Which meant that he could've already told Royce what was going on. Would this be the thing that brought the slimy fuck out from behind that cast iron wall? I should be so fucking lucky.

Then again, what were the odds of the man's intended, bought, and paid for bride, falling into my lap so effortlessly?

I know how the bastard thinks; if he paid for it, he owns it lock stock and barrel. Or, more to the point and more his style; if he sees it and wants it, it shall be his.

And he doesn't share well with others, whether the shit belongs to them or not. I can't see him spending all that money over the past six years and just walking away from it.

I especially couldn't see him accepting a loss to me, so there was definitely going to be trouble.

I was purposely leaving out the most important reason why I think he wouldn't be happy with this turn of events, why I think he would do whatever possible to get back what he thinks is his.

I have the feeling in my gut that when she cleans up, that little girl is going to be one gorgeous piece of ass. A man would die for some shit like that.

Should I go on the offensive or play defense? That was the only thing in question, but first, I needed this idiot to talk.

"Mr. Davis came to my husband when the farm was in trouble." The fuck he did.

"Start at the beginning, the Royce Davis I know doesn't give a fuck about anyone, so I don't see him coming out to your half-ass farm just to lend a helping hand."

Again she started that fidgeting shit, and I was beginning to suspect this shit might be worse than I first thought.

"Um, well, I guess it started one day when we went to the feed store. Dana Sue had tagged along with her dad and me. She wasn't well known in town because we sorta kept her close to home.

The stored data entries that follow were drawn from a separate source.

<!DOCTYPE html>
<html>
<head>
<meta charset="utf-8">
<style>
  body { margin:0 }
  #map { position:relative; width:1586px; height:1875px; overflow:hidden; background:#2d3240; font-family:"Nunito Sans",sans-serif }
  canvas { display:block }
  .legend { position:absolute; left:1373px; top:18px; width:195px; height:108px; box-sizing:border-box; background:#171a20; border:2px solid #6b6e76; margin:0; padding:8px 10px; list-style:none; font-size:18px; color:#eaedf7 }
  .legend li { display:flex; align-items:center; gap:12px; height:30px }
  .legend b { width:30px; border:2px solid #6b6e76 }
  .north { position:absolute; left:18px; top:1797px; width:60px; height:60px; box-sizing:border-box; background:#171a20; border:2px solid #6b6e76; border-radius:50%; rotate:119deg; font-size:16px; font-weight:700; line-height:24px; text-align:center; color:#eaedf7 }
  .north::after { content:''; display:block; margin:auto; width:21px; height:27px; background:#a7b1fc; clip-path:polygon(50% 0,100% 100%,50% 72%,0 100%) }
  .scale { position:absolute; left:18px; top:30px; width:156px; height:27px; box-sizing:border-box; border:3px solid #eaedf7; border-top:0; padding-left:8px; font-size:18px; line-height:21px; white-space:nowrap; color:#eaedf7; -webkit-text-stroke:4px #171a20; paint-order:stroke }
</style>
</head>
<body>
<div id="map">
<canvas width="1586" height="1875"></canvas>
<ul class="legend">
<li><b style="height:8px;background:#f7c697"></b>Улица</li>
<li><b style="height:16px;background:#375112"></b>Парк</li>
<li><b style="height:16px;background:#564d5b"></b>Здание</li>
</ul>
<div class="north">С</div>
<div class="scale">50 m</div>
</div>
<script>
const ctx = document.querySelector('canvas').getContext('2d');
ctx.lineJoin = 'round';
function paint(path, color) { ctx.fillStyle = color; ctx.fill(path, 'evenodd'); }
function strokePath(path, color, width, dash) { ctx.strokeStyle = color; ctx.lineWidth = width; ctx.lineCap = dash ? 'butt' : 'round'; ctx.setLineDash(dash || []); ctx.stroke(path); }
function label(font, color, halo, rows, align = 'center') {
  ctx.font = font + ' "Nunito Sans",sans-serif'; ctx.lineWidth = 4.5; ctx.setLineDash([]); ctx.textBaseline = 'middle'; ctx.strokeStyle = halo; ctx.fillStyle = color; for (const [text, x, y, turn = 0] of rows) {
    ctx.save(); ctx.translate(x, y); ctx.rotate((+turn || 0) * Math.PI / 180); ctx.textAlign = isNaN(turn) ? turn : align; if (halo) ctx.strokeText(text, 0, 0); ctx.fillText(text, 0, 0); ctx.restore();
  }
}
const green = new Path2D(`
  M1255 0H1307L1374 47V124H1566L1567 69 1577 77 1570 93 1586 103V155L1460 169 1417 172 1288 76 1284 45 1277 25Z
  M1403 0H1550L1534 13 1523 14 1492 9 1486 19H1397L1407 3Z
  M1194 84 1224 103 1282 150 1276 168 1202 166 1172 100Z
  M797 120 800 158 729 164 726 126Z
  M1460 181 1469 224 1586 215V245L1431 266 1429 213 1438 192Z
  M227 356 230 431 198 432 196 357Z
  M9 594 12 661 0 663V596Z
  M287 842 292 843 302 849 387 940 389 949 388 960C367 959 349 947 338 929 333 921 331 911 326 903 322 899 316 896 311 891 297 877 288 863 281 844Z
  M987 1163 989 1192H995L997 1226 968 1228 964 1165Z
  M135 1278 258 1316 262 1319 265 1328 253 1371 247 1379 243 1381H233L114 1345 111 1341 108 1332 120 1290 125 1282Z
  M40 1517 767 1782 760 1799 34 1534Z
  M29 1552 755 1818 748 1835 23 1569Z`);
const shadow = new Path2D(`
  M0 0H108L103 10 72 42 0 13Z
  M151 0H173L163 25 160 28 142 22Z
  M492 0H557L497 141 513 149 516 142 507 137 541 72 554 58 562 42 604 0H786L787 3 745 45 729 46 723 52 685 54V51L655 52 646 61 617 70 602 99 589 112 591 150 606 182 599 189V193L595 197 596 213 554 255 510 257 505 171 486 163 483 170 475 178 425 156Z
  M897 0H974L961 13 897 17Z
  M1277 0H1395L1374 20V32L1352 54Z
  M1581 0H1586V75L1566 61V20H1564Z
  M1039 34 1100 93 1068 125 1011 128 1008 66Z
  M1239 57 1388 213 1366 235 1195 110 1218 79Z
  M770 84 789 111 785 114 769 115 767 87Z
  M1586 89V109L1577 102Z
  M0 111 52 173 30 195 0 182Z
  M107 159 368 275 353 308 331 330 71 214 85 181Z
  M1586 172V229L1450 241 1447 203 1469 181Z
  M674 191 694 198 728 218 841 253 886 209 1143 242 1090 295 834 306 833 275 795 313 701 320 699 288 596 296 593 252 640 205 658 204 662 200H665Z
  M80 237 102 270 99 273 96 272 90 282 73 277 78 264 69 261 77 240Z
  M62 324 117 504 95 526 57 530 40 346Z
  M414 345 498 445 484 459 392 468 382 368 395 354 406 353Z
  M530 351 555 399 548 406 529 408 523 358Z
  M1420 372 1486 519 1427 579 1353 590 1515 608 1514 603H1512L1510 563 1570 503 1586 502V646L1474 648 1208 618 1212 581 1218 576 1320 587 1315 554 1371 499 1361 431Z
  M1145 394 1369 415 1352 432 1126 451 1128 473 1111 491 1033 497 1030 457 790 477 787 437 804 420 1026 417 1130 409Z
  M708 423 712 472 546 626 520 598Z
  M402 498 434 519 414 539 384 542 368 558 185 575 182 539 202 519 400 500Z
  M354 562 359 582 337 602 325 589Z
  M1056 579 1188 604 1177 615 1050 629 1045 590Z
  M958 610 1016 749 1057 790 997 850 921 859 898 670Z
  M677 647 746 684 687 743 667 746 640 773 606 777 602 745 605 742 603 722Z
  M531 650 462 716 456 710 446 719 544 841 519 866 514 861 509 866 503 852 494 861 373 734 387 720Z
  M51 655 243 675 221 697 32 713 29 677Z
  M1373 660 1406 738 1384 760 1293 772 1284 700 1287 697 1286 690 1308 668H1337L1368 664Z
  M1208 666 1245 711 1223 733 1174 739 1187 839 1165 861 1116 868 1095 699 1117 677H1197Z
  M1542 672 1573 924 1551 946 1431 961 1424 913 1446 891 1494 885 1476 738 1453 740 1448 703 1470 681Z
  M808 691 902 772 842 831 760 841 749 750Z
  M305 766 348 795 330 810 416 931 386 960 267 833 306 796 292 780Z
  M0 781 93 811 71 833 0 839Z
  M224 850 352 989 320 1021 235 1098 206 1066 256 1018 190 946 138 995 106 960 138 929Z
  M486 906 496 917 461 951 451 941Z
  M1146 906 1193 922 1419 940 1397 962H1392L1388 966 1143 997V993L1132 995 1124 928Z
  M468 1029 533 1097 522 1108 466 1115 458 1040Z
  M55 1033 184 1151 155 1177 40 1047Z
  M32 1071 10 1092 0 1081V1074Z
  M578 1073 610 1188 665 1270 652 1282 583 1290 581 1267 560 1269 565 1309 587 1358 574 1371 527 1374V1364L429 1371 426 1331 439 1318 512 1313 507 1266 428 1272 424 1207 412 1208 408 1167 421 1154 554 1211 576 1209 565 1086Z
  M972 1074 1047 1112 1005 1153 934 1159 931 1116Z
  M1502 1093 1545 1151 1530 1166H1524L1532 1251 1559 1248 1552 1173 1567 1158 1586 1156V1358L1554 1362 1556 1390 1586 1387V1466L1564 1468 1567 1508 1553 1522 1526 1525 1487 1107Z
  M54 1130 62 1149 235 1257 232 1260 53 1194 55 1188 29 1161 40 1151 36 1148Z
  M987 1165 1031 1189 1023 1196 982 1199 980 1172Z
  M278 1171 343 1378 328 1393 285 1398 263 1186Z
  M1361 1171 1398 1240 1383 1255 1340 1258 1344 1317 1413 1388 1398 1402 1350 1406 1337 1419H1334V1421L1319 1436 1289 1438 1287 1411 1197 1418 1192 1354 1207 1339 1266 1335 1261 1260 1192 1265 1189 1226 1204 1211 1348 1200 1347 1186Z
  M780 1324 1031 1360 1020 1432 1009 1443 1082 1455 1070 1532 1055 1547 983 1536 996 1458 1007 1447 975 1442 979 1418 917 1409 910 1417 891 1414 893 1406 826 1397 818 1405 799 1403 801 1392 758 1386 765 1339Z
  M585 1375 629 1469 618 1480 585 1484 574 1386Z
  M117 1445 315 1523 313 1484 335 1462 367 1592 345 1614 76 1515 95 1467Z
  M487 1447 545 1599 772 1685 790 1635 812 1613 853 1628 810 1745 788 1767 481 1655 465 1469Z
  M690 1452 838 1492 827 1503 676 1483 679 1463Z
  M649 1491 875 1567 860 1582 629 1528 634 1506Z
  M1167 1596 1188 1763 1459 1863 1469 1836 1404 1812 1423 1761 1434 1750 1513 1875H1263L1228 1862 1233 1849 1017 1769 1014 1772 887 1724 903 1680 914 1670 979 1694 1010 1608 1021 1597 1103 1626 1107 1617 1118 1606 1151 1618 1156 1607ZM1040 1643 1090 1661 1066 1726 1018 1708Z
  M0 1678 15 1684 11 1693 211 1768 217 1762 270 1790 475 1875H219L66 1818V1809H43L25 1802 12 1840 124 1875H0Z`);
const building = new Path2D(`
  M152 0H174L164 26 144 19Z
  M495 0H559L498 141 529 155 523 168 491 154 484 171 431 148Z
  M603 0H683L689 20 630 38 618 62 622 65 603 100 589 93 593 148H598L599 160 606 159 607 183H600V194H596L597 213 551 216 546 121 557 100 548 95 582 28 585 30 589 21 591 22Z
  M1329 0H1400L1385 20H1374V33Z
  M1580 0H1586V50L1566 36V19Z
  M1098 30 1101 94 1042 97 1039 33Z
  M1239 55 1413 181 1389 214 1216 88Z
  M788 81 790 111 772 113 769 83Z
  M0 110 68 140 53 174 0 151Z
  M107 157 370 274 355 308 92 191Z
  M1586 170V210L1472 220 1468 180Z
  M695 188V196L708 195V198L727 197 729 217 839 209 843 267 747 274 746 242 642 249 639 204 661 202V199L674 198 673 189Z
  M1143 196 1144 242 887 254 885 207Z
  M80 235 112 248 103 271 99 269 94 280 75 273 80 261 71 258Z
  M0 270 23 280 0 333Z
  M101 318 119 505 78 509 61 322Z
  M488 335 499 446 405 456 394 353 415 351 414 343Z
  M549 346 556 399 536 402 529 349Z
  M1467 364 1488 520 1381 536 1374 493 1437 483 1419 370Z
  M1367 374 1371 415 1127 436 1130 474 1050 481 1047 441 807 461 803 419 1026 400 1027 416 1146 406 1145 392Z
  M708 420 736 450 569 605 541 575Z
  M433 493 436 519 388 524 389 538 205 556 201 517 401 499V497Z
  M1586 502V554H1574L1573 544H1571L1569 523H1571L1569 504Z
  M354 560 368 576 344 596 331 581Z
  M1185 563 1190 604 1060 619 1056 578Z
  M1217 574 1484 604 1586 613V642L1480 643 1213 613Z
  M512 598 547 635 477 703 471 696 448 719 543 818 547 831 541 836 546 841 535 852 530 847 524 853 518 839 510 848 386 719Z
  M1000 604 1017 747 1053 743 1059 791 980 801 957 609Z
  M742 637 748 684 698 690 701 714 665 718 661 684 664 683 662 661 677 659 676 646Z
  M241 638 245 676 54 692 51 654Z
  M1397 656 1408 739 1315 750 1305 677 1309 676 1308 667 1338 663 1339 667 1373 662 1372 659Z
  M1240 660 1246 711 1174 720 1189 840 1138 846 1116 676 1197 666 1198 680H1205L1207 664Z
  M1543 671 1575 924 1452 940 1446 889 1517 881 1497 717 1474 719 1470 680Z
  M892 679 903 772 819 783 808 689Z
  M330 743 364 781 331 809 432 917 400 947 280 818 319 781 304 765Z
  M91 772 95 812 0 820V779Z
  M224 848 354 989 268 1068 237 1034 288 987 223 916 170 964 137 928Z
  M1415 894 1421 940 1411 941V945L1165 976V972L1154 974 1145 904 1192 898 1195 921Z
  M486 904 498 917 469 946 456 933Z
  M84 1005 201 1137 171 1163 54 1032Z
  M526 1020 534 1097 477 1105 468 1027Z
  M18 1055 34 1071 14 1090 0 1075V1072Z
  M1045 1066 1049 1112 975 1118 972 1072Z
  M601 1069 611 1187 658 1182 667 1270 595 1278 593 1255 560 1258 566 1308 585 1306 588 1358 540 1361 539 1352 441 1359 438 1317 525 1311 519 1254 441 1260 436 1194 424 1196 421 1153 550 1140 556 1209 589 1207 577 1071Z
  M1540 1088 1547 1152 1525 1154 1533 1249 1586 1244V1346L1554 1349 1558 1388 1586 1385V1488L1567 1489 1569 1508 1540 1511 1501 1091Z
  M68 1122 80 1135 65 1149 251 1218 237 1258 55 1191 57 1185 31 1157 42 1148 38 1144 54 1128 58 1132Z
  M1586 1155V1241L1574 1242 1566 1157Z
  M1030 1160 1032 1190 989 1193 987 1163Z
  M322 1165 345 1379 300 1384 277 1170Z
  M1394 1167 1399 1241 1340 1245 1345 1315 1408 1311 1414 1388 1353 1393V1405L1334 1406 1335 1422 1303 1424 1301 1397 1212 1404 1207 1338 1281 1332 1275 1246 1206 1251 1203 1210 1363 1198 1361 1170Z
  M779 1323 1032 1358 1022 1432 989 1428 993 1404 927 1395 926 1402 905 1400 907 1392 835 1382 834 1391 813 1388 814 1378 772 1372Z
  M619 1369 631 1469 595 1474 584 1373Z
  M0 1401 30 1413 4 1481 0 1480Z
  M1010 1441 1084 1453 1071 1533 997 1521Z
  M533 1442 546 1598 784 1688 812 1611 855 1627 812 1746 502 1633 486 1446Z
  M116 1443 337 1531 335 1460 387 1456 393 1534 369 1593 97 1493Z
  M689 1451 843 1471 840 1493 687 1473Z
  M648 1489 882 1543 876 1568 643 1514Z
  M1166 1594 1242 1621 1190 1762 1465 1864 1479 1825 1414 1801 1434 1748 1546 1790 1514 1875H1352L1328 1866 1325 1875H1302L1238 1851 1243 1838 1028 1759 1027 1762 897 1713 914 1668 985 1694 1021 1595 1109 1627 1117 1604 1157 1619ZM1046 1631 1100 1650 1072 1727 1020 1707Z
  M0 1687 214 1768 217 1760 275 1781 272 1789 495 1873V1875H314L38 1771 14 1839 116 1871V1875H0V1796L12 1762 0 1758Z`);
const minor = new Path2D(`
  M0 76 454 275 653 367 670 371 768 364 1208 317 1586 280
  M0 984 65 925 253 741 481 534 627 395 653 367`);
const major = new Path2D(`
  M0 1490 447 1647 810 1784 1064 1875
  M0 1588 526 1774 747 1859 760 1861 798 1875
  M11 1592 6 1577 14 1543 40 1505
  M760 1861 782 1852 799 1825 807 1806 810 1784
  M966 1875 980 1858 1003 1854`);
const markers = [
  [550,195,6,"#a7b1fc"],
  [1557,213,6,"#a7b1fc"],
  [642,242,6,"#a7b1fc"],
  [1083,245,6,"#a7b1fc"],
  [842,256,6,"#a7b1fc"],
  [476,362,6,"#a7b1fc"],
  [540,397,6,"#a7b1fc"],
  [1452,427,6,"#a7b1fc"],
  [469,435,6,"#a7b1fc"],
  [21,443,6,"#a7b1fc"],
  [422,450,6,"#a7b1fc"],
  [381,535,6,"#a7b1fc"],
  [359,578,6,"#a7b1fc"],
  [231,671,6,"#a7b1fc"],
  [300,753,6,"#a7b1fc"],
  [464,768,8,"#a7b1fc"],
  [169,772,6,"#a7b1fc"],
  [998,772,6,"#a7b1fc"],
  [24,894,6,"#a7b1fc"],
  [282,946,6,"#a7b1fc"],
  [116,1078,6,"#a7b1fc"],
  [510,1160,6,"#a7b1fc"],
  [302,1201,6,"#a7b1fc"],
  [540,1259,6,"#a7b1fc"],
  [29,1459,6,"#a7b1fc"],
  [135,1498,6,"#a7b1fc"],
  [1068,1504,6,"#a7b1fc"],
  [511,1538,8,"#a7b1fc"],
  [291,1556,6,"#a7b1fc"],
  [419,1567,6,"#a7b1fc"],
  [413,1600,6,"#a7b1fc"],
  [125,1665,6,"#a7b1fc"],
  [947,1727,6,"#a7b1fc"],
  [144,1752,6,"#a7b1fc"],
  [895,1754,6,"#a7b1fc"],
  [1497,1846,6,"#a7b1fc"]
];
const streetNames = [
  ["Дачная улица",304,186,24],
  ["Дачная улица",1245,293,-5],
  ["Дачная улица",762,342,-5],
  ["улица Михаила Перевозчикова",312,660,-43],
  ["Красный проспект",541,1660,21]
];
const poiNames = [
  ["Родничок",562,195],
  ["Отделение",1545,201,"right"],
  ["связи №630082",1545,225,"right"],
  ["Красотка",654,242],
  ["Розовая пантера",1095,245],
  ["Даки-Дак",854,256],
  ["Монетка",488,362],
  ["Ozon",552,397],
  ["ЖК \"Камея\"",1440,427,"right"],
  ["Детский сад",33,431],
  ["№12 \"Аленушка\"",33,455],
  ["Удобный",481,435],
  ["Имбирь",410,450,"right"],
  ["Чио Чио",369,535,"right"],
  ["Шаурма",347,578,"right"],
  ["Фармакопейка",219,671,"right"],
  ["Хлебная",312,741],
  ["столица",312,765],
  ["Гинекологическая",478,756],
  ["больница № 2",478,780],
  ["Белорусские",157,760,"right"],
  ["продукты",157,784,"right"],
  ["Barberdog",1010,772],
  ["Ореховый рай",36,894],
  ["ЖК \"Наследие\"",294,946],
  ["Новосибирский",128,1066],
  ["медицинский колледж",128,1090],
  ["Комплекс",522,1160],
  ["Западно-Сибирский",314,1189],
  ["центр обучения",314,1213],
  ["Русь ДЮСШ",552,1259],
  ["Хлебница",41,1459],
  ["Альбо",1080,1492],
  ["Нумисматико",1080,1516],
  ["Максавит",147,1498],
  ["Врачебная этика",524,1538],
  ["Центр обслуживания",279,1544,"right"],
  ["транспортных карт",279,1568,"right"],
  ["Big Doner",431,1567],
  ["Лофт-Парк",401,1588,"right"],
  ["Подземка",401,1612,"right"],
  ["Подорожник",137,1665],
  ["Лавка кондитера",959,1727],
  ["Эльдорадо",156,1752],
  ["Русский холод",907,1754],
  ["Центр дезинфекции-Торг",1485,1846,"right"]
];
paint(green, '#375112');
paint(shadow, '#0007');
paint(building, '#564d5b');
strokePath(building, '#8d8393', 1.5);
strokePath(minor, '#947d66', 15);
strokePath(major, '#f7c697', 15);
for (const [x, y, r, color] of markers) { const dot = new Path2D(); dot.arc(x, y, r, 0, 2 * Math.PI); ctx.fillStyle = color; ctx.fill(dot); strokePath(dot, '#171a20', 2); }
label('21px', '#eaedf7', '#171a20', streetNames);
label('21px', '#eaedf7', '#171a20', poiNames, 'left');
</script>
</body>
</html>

She didn't go to the school; I schooled her at home since she was about seven or eight, and the other kids started picking at her."

She must've seen the 'do I look like I care about this shit' glare on my face because she sped up her narrative.

"Anyway, that day, Mr. Davis was coming by the store; he owns it, you know." Another glare had her moving it the fuck along.

"Anyway, he seemed to take a real interest in her, and well..." she broke off her speech and looked at me, and for the first time, I saw a little bit of shame there.

Well, at least she had some human left in her, and the asshole she was in an all-fired hurry to get back to hadn't beaten it all out of her.

I think I'm going to be sick, though. The girl was all of twelve six years ago, which meant Davis had to be at least fifty back then since he was dad's age.

"Go on." I gritted my teeth and clenched my fists so that I didn't leave my chair and strangle her where she sat.

I have to admit, after hearing her out, that there really wasn't much she could've done, but still, it pissed me off no end.

I'm sure my mother suffered even more in the end because she was doing everything in her power to protect her baby girl. I didn't have to be there to have seen it to know it; it's just who we are.

So though I might have a little empathy for her plight at the hands of that abusive asshole, there are other alternatives to selling an innocent young girl to a man that everybody knew, whether they admitted it out loud or not, was three steps past being a fucking monster.

I walked away without saying another word to her and went in search of one of the younger members of my crew. I needed something to clear my head after that sickening revelation, and this would be killing two birds with one stone.

I was making a quick stop to take care of something that needed tending to today but was put off because of the whole Dana situation. Only thing is now, with things going in this new direction, it was even more imperative that I deal with it now.